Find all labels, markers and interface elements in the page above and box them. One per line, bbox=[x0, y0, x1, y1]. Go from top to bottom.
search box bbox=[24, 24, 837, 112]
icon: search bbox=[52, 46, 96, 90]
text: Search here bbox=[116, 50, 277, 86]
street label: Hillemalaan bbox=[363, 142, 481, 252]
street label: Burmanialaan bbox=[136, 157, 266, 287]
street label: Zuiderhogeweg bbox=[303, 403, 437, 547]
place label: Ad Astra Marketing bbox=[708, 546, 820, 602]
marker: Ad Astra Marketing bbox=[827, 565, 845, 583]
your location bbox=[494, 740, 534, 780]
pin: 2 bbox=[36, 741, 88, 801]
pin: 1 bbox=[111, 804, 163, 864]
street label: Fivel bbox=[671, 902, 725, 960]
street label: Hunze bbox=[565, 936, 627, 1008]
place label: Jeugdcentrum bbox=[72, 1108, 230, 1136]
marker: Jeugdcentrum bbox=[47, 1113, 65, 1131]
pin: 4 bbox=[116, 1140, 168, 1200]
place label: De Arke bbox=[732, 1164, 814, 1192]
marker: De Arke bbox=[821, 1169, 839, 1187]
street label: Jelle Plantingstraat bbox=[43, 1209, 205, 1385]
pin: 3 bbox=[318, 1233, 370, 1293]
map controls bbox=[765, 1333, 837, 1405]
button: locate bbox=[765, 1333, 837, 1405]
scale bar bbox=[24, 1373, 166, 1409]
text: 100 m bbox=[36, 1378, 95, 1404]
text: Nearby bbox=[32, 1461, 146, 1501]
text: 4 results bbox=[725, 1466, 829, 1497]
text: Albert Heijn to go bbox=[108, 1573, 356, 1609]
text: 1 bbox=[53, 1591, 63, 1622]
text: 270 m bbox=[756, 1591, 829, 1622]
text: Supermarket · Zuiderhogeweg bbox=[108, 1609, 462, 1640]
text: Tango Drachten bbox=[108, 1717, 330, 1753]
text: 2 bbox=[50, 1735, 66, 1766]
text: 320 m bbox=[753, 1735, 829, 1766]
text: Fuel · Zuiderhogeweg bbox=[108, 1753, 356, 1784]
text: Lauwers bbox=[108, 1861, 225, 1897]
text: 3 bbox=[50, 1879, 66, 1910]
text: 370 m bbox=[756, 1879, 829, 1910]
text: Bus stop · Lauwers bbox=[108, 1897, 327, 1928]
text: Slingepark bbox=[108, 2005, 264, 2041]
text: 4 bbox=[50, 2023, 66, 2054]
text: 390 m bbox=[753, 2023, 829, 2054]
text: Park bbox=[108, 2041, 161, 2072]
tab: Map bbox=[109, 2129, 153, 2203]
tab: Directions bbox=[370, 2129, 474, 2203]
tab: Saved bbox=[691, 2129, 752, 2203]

● ● ● ● ● ● ●

• TASK STATEMENT:
Output the listing exactly, from first line to last.

• EXERCISE SOLUTION:
Find all labels, markers and interface elements in the page above and box them. One per line, bbox=[x0, y0, x1, y1]. Go from top to bottom.
search box bbox=[24, 24, 837, 112]
icon: search bbox=[52, 46, 96, 90]
text: Search here bbox=[116, 50, 277, 86]
street label: Hillemalaan bbox=[363, 142, 481, 252]
street label: Burmanialaan bbox=[136, 157, 266, 287]
street label: Zuiderhogeweg bbox=[303, 403, 437, 547]
place label: Ad Astra Marketing bbox=[708, 546, 820, 602]
marker: Ad Astra Marketing bbox=[827, 565, 845, 583]
your location bbox=[494, 740, 534, 780]
pin: 2 bbox=[36, 741, 88, 801]
pin: 1 bbox=[111, 804, 163, 864]
street label: Fivel bbox=[671, 902, 725, 960]
street label: Hunze bbox=[565, 936, 627, 1008]
place label: Jeugdcentrum bbox=[72, 1108, 230, 1136]
marker: Jeugdcentrum bbox=[47, 1113, 65, 1131]
pin: 4 bbox=[116, 1140, 168, 1200]
place label: De Arke bbox=[732, 1164, 814, 1192]
marker: De Arke bbox=[821, 1169, 839, 1187]
street label: Jelle Plantingstraat bbox=[43, 1209, 205, 1385]
pin: 3 bbox=[318, 1233, 370, 1293]
map controls bbox=[765, 1333, 837, 1405]
button: locate bbox=[765, 1333, 837, 1405]
scale bar bbox=[24, 1373, 166, 1409]
text: 100 m bbox=[36, 1378, 95, 1404]
text: Nearby bbox=[32, 1461, 146, 1501]
text: 4 results bbox=[725, 1466, 829, 1497]
text: Albert Heijn to go bbox=[108, 1573, 356, 1609]
text: 1 bbox=[53, 1591, 63, 1622]
text: 270 m bbox=[756, 1591, 829, 1622]
text: Supermarket · Zuiderhogeweg bbox=[108, 1609, 462, 1640]
text: Tango Drachten bbox=[108, 1717, 330, 1753]
text: 2 bbox=[50, 1735, 66, 1766]
text: 320 m bbox=[753, 1735, 829, 1766]
text: Fuel · Zuiderhogeweg bbox=[108, 1753, 356, 1784]
text: Lauwers bbox=[108, 1861, 225, 1897]
text: 3 bbox=[50, 1879, 66, 1910]
text: 370 m bbox=[756, 1879, 829, 1910]
text: Bus stop · Lauwers bbox=[108, 1897, 327, 1928]
text: Slingepark bbox=[108, 2005, 264, 2041]
text: 4 bbox=[50, 2023, 66, 2054]
text: 390 m bbox=[753, 2023, 829, 2054]
text: Park bbox=[108, 2041, 161, 2072]
tab: Map bbox=[109, 2129, 153, 2203]
tab: Directions bbox=[370, 2129, 474, 2203]
tab: Saved bbox=[691, 2129, 752, 2203]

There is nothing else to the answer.